--- The data ---

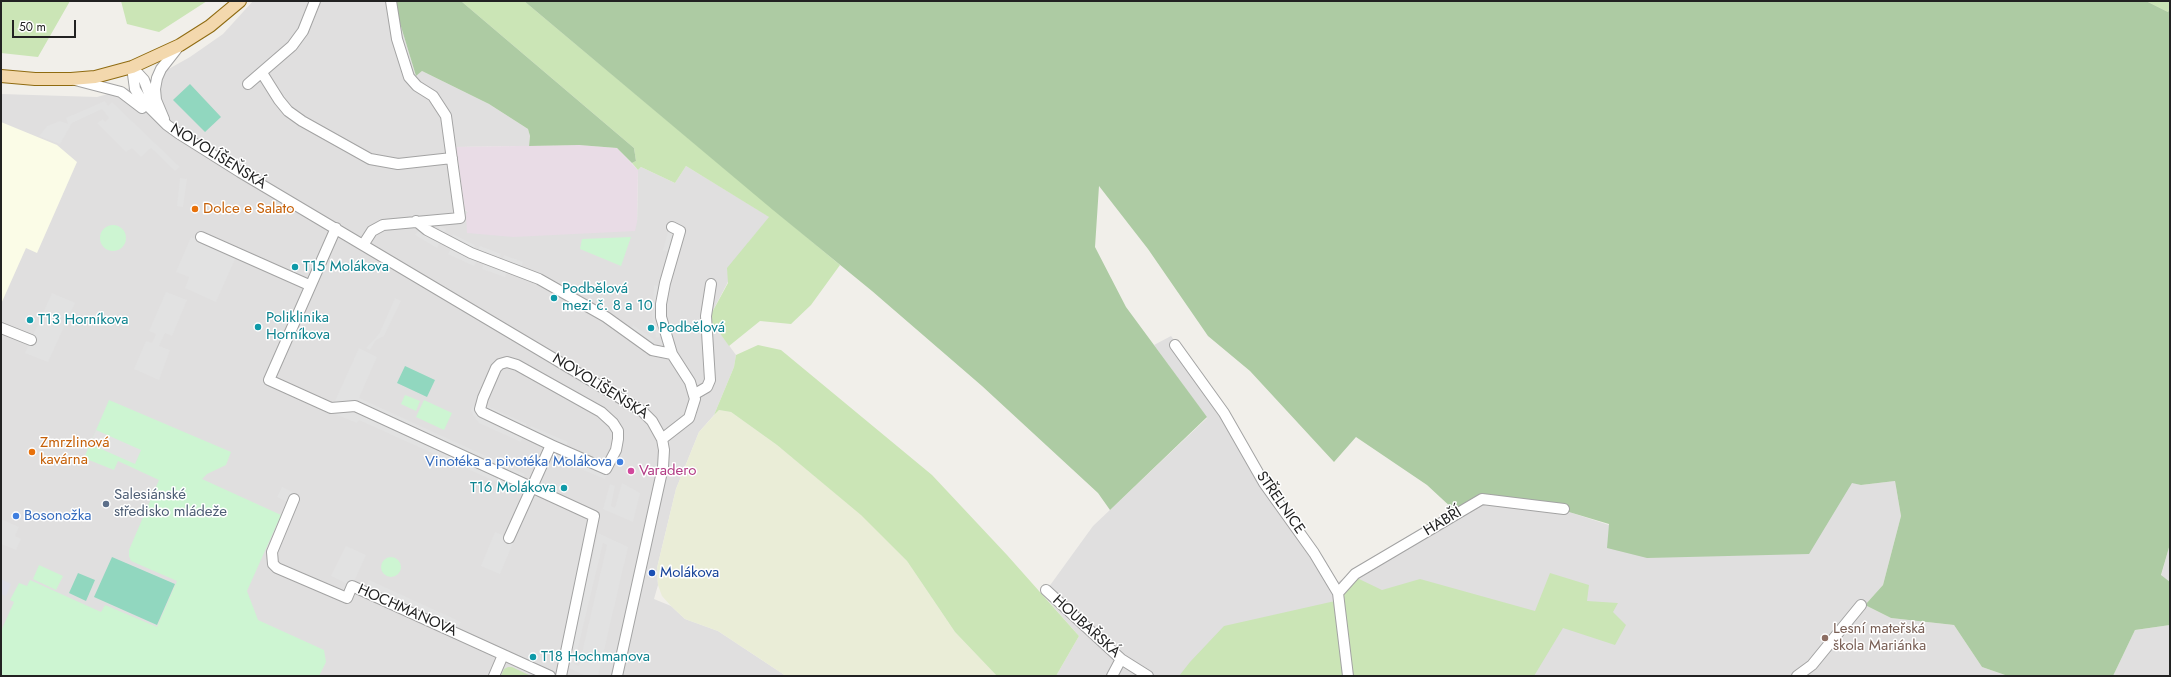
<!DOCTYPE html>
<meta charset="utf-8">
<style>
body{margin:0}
#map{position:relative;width:2171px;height:677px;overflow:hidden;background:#f1efea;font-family:Jost,sans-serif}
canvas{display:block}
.frame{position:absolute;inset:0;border:2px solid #222;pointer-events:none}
.scale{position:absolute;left:12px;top:20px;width:64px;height:18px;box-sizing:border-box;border:2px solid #222;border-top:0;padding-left:5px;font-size:12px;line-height:14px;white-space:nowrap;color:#222;-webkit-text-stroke:3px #fff;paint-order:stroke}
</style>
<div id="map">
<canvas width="2171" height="677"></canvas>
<div class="frame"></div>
<div class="scale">50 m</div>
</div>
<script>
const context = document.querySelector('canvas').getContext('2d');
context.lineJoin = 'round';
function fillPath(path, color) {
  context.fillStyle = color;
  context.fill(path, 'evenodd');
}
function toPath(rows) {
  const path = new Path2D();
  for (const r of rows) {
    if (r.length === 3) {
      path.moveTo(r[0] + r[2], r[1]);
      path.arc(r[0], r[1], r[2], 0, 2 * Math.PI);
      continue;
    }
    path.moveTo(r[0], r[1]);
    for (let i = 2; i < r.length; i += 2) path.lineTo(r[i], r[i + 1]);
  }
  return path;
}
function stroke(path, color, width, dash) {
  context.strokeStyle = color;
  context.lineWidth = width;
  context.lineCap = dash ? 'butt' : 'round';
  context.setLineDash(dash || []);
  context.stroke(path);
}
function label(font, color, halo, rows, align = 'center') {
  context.font = font + ' Jost,sans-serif';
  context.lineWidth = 3;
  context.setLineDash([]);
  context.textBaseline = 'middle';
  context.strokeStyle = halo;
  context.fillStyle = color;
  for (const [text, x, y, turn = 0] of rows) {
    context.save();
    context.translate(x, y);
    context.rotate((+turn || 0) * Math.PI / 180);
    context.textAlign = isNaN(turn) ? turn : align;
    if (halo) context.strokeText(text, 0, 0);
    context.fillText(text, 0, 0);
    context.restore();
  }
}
fillPath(toPath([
 [253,1,396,1,399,20,416,76,422,71,489,104,528,129,530,136,529,146,456,147,465,210,468,212,637,222,638,170,641,167,675,183,686,166,770,217,749,242,709,318,736,355,734,367,714,415,699,432,676,489,657,568,658,585,654,599,671,606,685,619,718,631,786,676,1,676,1,94,97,97,140,85,190,57,223,34],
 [1171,336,1216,395,1274,490,1324,558,1338,582,1480,494,1515,501,1554,503,1569,512,1609,525,1852,482,1861,485,1895,481,1901,516,1883,585,1865,605,1891,618,1954,625,1982,667,2008,676,1056,676,1079,636,1043,595,1093,526,1207,418,1154,345],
 [2170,544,2170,582,2161,576],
 [2170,625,2170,676,2113,676,2135,630]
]), '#e0dfdf');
fillPath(toPath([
 [579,145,617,148,638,170,637,222,635,231,513,237,467,233,466,214,468,212,465,210,456,147]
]), '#e9dce6');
fillPath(toPath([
 [1,122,57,145,77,162,37,253,26,248,1,304]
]), '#fbfce7');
fillPath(toPath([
 [719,410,731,412,777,445,861,514,907,561,955,632,997,676,786,676,718,631,685,619,671,606,662,596,658,585,657,568,676,489,699,432]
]), '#eaedd7');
fillPath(toPath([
 [1,1,70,1,38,57,1,53],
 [121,1,207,1,159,32,127,24],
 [461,1,524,1,840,265,811,305,791,324,760,321,729,346,709,318,728,283,727,268,769,217,686,166,675,183,641,167,638,170,632,163,636,161,634,148],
 [2146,1,2170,1,2170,8,2168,12],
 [758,345,781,350,932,475,1007,555,1079,636,1056,676,997,676,955,632,907,561,861,515,777,445,731,412,719,410,714,415,734,367,736,355],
 [1550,573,1589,585,1587,601,1618,603,1613,612,1626,625,1615,645,1563,628,1534,676,1179,676,1190,662,1224,626,1335,601,1342,597,1357,578,1382,590,1420,579,1535,611],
 [508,667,512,667,531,676,501,676,504,669]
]), '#cbe5b6');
fillPath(toPath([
 [396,1,461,1,634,148,636,161,632,163,617,148,579,145,529,146,530,136,528,129,489,104,422,71,416,76,399,20],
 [524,1,2146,1,2168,12,2170,8,2170,544,2161,575,2170,582,2170,625,2135,630,2113,676,2008,676,1982,667,1954,625,1891,618,1865,605,1883,585,1901,516,1895,481,1861,485,1852,483,1809,554,1647,558,1607,548,1609,524,1569,512,1554,503,1515,501,1480,495,1454,510,1427,485,1356,437,1334,462,1250,371,1208,336,1148,249,1099,186,1095,247,1126,307,1207,417,1110,510,1098,493,982,386,872,291,773,210]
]), '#adcba3');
fillPath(toPath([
 [113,238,13],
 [631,237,621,266,580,249,582,239],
 [405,395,420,401,416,411,401,404],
 [109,400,231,452,226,465,207,474,202,479,281,515,247,591,258,620,324,650,326,662,319,676,1,676,1,631,14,602,10,600,19,583,27,586,30,580,101,612,105,605,157,627,177,581,131,561,129,556,129,550,159,480,118,461,114,470,84,458],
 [424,400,452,413,444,430,416,417],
 [391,567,10],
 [39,565,63,576,56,590,33,579]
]), '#cdf5d2');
fillPath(toPath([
 [190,84,221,117,205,132,173,100],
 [405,366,435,380,427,397,397,383],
 [112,557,175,584,157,625,94,597],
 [78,573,95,580,86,601,69,593]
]), '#91d7bf');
fillPath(toPath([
 [105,101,108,106,112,102,180,167,175,171,151,148,141,157,132,148,126,152,97,123,103,119,105,122,109,118,102,109,72,123,60,144,39,136,47,126,60,121,68,124,66,118],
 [180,178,187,179,183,207,177,206],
 [440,226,446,229,443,235,451,239,453,234,475,245,473,250,477,252,480,246,501,254,499,259,502,260,504,255,523,262,521,268,510,264,505,277,482,269,484,263,477,260,474,266,448,254,451,248,440,242,437,248,415,235,419,230,434,239],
 [668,232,674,234,669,252,663,250],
 [191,237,236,257,216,302,185,288,189,277,176,272],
 [654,285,660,287,662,336,656,338,652,315],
 [166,292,187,300,172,336,165,333,159,346,170,350,159,380,134,369,146,341,152,343,154,339,156,334,149,331],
 [52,293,75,303,48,362,25,353],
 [395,298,401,301,384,336,376,340,370,350,366,348,379,334],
 [633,325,655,340,651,346,629,330],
 [359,348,377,357,359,398,525,474,519,487,514,485,512,489,359,420,357,423,330,412],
 [473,406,484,411,487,406,527,424,521,442,479,423,473,415,471,410],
 [531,426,568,442,566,448,528,431],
 [96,430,141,450,135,464,90,444],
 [559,453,607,474,605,479,557,459],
 [622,483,640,493,633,522,603,509,610,484,615,486,611,506,615,508],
 [282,487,299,495,294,505,277,497],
 [1,519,19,527,15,536,21,539,16,550,1,544],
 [495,532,509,538,513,543,500,574,481,566],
 [598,533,628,547,598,676,586,676,567,667],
 [603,543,607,545,579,666,574,664],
 [346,546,366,555,352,586,331,576],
 [369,580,461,622,454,637,363,596]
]), '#e2e2e2');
fillPath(toPath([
 [1,579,11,584,6,596,1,594]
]), '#dedee7');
const minor = toPath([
 [132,67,135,89,141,99,167,125,178,133,240,172,642,411,652,421,662,439,664,450,663,467,617,676],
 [132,67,144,80,154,107],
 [262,73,279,100,288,111,302,121,370,159,398,164,452,158],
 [75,80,121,92,142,108],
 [248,84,292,46,303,31,315,1],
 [164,119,156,100,155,89,157,78,161,69,179,46],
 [416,221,427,230,471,253,539,279,606,317,652,350,672,354],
 [336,228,269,380,331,408,355,406,594,516,561,676],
 [201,237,309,285],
 [363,245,372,231,383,225,460,218,446,116,433,96,417,86,409,77,397,39,391,1],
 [1,328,31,340],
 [1175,345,1224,413,1264,483,1314,553,1338,593,1348,676],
 [695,394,707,387,710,380,706,316,711,284],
 [662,439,689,418,695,399,690,382,672,354,661,317,661,304,665,283,680,231,672,227],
 [294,499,272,552,273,564,277,568,347,598,352,586,550,676],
 [509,538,551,445,606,469,616,450,618,439,618,431,613,423,601,412,517,365,507,362,500,364,496,368,483,398,480,409,482,412,551,445],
 [1046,590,1121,659,1148,676],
 [1338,593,1355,574,1482,499,1564,509],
 [494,676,503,655],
 [1112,676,1121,659],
 [1797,676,1812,665,1861,605]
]);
const major = toPath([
 [1,76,35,79,71,79,95,77,132,67,180,45,210,26,240,1]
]);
stroke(minor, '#a3a3a3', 12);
stroke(major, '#8f6b11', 14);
stroke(minor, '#fff', 10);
stroke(major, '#f3d8ad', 12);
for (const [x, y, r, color] of [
 [195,209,4,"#e8710a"],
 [295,267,4,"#0f9aa8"],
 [554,298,4,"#0f9aa8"],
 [30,320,4,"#0f9aa8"],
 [258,327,4,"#0f9aa8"],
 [651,328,4,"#0f9aa8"],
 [32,452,4,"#e8710a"],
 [620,462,4,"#3f7fe0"],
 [631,471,4,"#d1479c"],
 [564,488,4,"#0f9aa8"],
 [106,504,4,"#5c6f8a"],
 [16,516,4,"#3f7fe0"],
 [652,573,4,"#1a4fb4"],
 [1825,638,4,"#8d6e63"],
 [533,657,4,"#0f9aa8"]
]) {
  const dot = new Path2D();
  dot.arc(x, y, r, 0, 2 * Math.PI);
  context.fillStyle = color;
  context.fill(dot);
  stroke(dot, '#fff', 1.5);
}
label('15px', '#222', '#fff', [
 ["NOVOLÍŠEŇSKÁ",218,157,32],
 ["NOVOLÍŠEŇSKÁ",600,387,32],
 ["STŘELNICE",1280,503,55],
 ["HABŘÍ",1443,522,-31],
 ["HOCHMANOVA",407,611,24],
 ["HOUBAŘSKÁ",1086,627,42]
]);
label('15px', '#c56008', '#fff', [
 ["Dolce e Salato",203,209],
 ["Zmrzlinová",40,443],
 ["kavárna",40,460]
], 'left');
label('15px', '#0d838f', '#fff', [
 ["T15 Molákova",303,267],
 ["Podbělová",562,289],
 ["mezi č. 8 a 10",562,306],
 ["Poliklinika",266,318],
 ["Horníkova",266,335],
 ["T13 Horníkova",38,320],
 ["Podbělová",659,328],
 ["T16 Molákova",556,488,"right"],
 ["T18 Hochmanova",541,657]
], 'left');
label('15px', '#366cbe', '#fff', [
 ["Vinotéka a pivotéka Molákova",612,462],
 ["Bosonožka",24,516,"left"]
], 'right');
label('15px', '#b23c85', '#fff', [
 ["Varadero",639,471]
], 'left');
label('15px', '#4e5e75', '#fff', [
 ["Salesiánské",114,495],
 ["středisko mládeže",114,512]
], 'left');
label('15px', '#164399', '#fff', [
 ["Molákova",660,573]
], 'left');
label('15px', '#785e54', '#fff', [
 ["Lesní mateřská",1833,629],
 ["škola Mariánka",1833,646]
], 'left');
</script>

---

Aim of the exercise:
Count how many lines of the data include the word "setLineDash". Your reply should be that number alone.

Solution:
2